■ **DATA**:

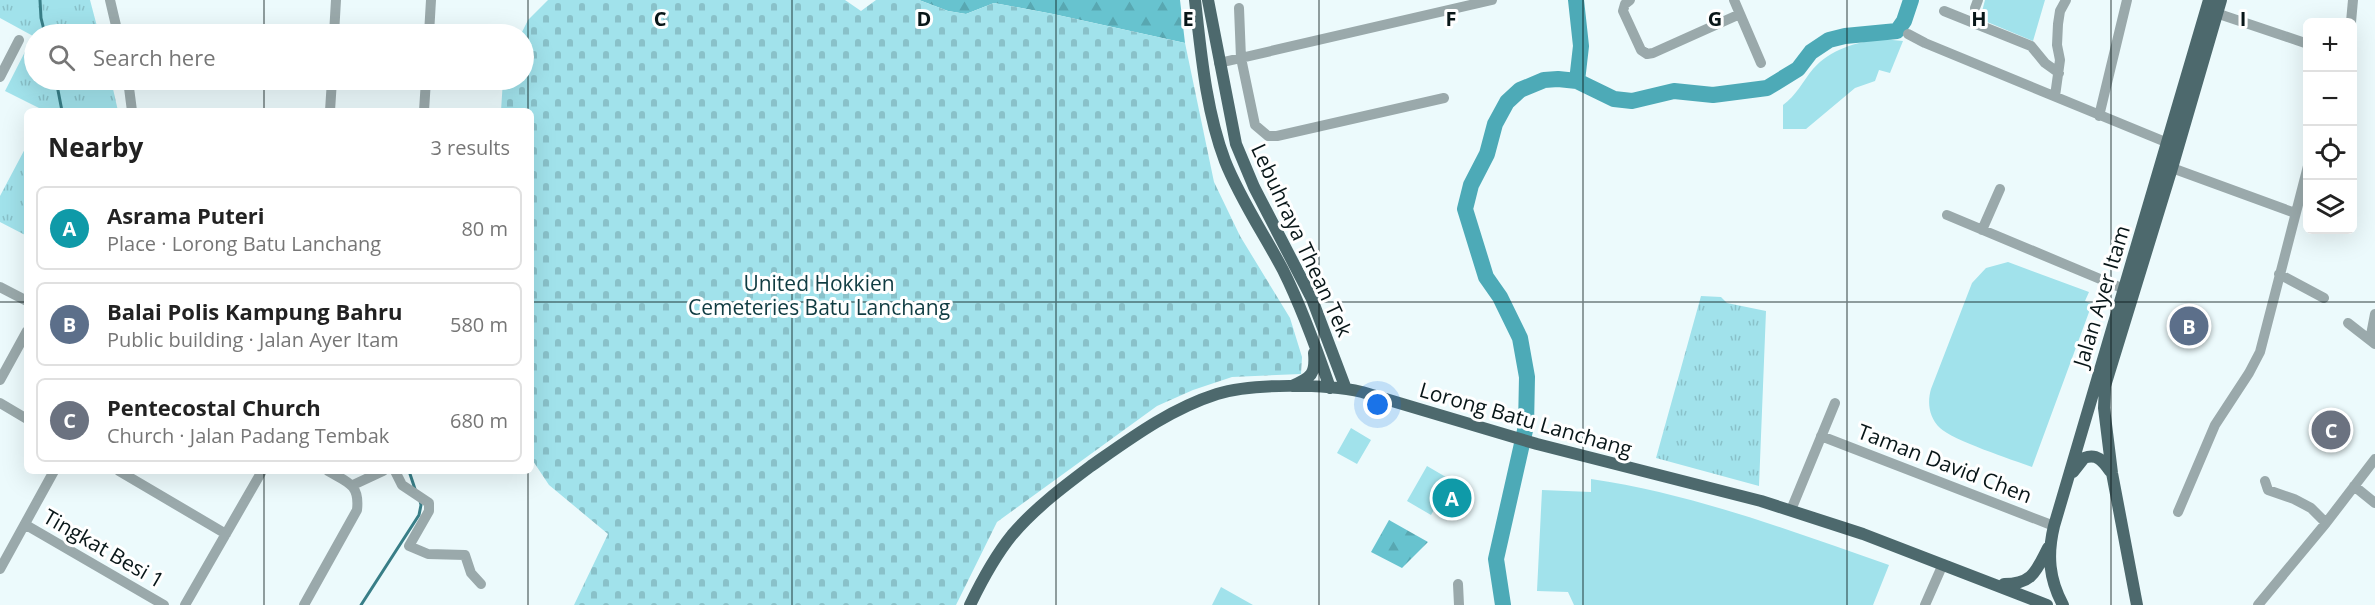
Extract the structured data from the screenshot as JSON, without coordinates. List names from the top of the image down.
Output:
{
  "streets": {
    "main road": ["Lebuhraya Thean Tek", "Jalan Ayer Itam", "Lorong Batu Lanchang"],
    "street": ["Taman David Chen", "Tingkat Besi 1"]
  },
  "crossings": [
    ["Lebuhraya Thean Tek", "Lorong Batu Lanchang"],
    ["Jalan Ayer Itam", "Lorong Batu Lanchang"],
    ["Jalan Ayer Itam", "Taman David Chen"]
  ],
  "parks": ["United Hokkien Cemeteries Batu Lanchang"],
  "page": {
    "map_buttons": ["+", "−"],
    "search": "Search here",
    "heading": ["Nearby", "3 results"],
    "list": [
      {
        "mark": "A",
        "name": "Asrama Puteri",
        "note": "Place · Lorong Batu Lanchang",
        "value": "80 m"
      },
      {
        "mark": "B",
        "name": "Balai Polis Kampung Bahru",
        "note": "Public building · Jalan Ayer Itam",
        "value": "580 m"
      },
      {
        "mark": "C",
        "name": "Pentecostal Church",
        "note": "Church · Jalan Padang Tembak",
        "value": "680 m"
      }
    ],
    "pins": ["B", "C", "A"]
  },
  "grid": {
    "columns": [
      "C",
      "D",
      "E",
      "F",
      "G",
      "H",
      "I"
    ]
  }
}
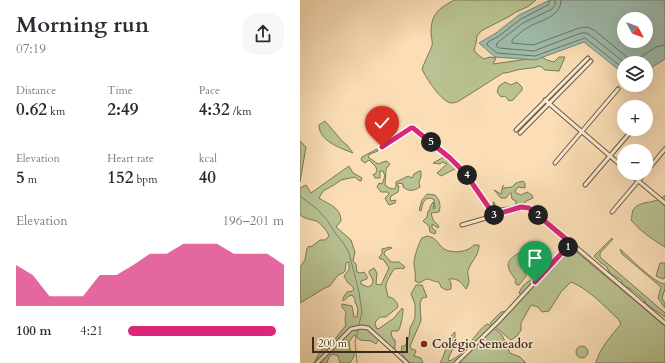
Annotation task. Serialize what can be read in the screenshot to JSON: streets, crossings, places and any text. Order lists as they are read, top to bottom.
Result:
{
  "places": ["Colégio Semeador"],
  "scale_bar": "200 m",
  "north": "bottom right",
  "page": {
    "heading": ["Morning run", "07:19"],
    "map_buttons": ["+", "−"],
    "stats": [
      ["Distance", "0.62 km"],
      ["Time", "2:49"],
      ["Pace", "4:32 /km"],
      ["Elevation", "5 m"],
      ["Heart rate", "152 bpm"],
      ["kcal", "40"]
    ],
    "pins": [
      "5",
      "4",
      "2",
      "3",
      "1"
    ],
    "chart": ["Elevation", "196–201 m"],
    "list": [
      {
        "name": "100 m",
        "note": "4:21"
      }
    ],
    "scale": "200 m"
  }
}
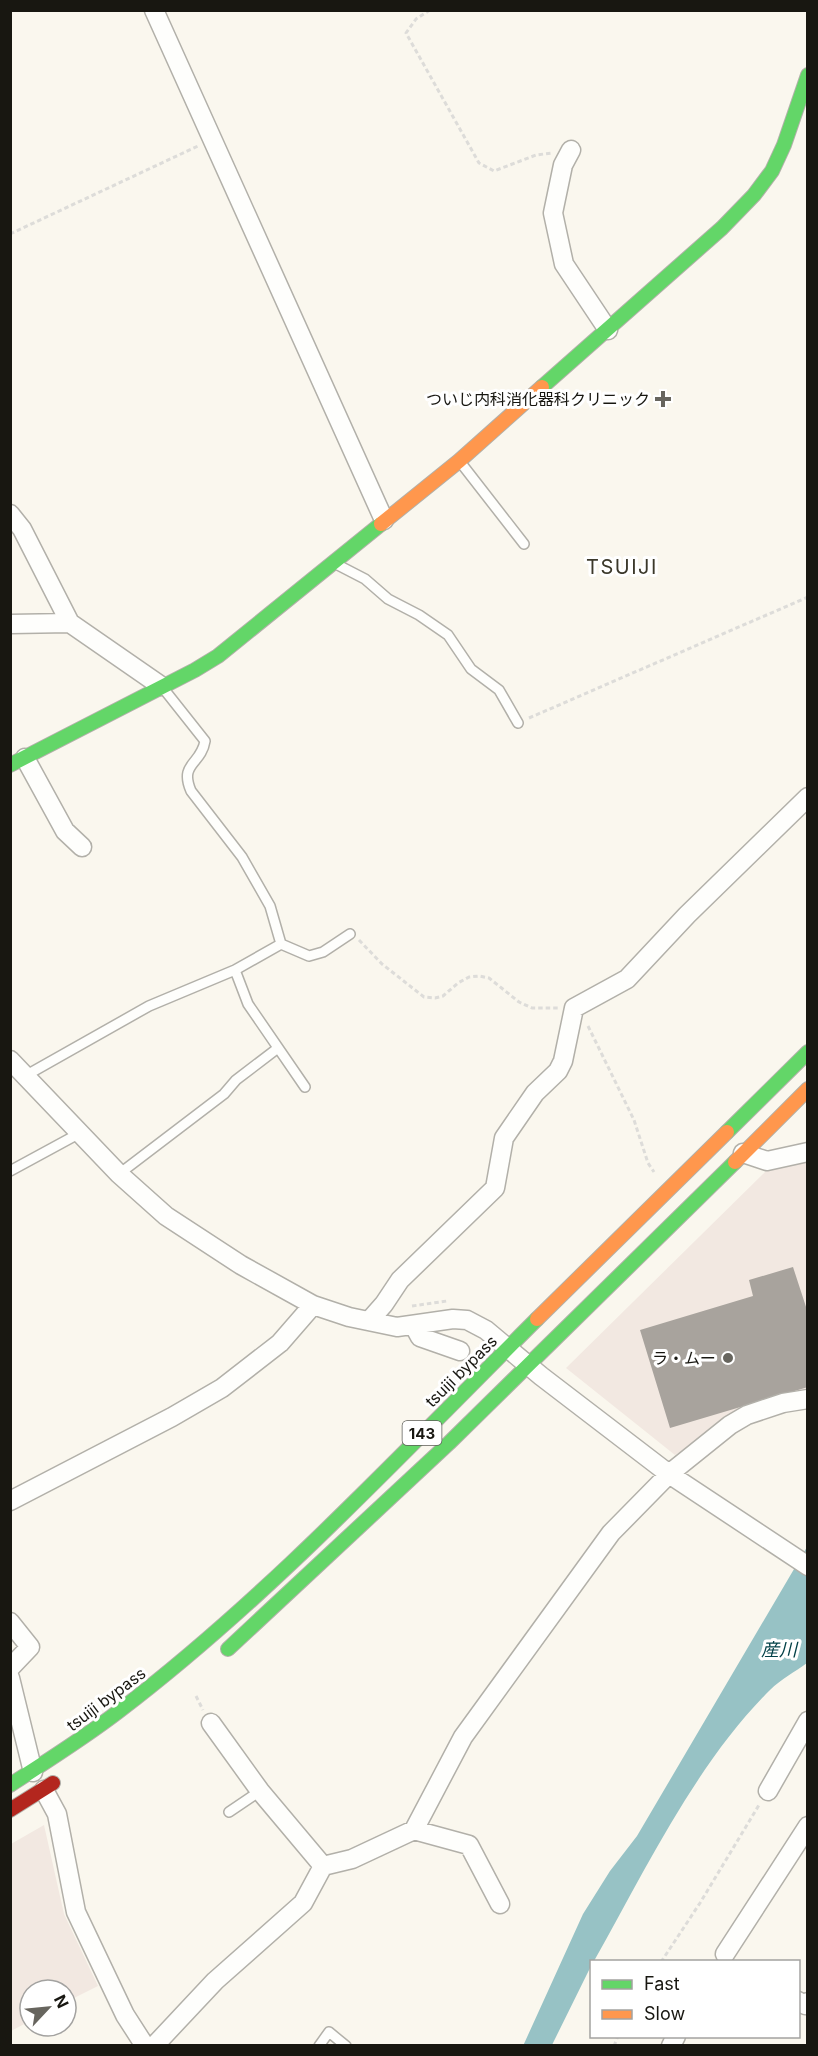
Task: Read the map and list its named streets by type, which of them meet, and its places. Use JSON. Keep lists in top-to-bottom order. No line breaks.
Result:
{"streets":{"main road":["tsuiji bypass","143"]},"districts":["TSUIJI"],"water":["産川"],"places":{"health":["ついじ内科消化器科クリニック"],"other":["ラ・ムー"]},"legend":["Fast","Slow"],"north":"top right"}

■ **PROBLEM REQUIREMENTS**: An exact repetition of all the records above is required, excluding the pictures.

■ **ANSWER BOX**:
Extract the structured data from the screenshot as JSON, without coordinates. List names from the top of the image down.
Output:
{
  "streets": {
    "main road": ["Lebuhraya Thean Tek", "Jalan Ayer Itam", "Lorong Batu Lanchang"],
    "street": ["Taman David Chen", "Tingkat Besi 1"]
  },
  "crossings": [
    ["Lebuhraya Thean Tek", "Lorong Batu Lanchang"],
    ["Jalan Ayer Itam", "Lorong Batu Lanchang"],
    ["Jalan Ayer Itam", "Taman David Chen"]
  ],
  "parks": ["United Hokkien Cemeteries Batu Lanchang"],
  "page": {
    "map_buttons": ["+", "−"],
    "search": "Search here",
    "heading": ["Nearby", "3 results"],
    "list": [
      {
        "mark": "A",
        "name": "Asrama Puteri",
        "note": "Place · Lorong Batu Lanchang",
        "value": "80 m"
      },
      {
        "mark": "B",
        "name": "Balai Polis Kampung Bahru",
        "note": "Public building · Jalan Ayer Itam",
        "value": "580 m"
      },
      {
        "mark": "C",
        "name": "Pentecostal Church",
        "note": "Church · Jalan Padang Tembak",
        "value": "680 m"
      }
    ],
    "pins": ["B", "C", "A"]
  },
  "grid": {
    "columns": [
      "C",
      "D",
      "E",
      "F",
      "G",
      "H",
      "I"
    ]
  }
}
Annotation task. Serialize what can be read in the screenshot to JSON: streets, crossings, places and any text. Order lists as they are read, top to bottom.
Result:
{
  "places": ["Colégio Semeador"],
  "scale_bar": "200 m",
  "north": "bottom right",
  "page": {
    "heading": ["Morning run", "07:19"],
    "map_buttons": ["+", "−"],
    "stats": [
      ["Distance", "0.62 km"],
      ["Time", "2:49"],
      ["Pace", "4:32 /km"],
      ["Elevation", "5 m"],
      ["Heart rate", "152 bpm"],
      ["kcal", "40"]
    ],
    "pins": [
      "5",
      "4",
      "2",
      "3",
      "1"
    ],
    "chart": ["Elevation", "196–201 m"],
    "list": [
      {
        "name": "100 m",
        "note": "4:21"
      }
    ],
    "scale": "200 m"
  }
}
Task: Read the map and list its named streets by type, which of them meet, and its places. Use JSON. Keep lists in top-to-bottom order. No line breaks.
Result:
{"streets":{"main road":["tsuiji bypass","143"]},"districts":["TSUIJI"],"water":["産川"],"places":{"health":["ついじ内科消化器科クリニック"],"other":["ラ・ムー"]},"legend":["Fast","Slow"],"north":"top right"}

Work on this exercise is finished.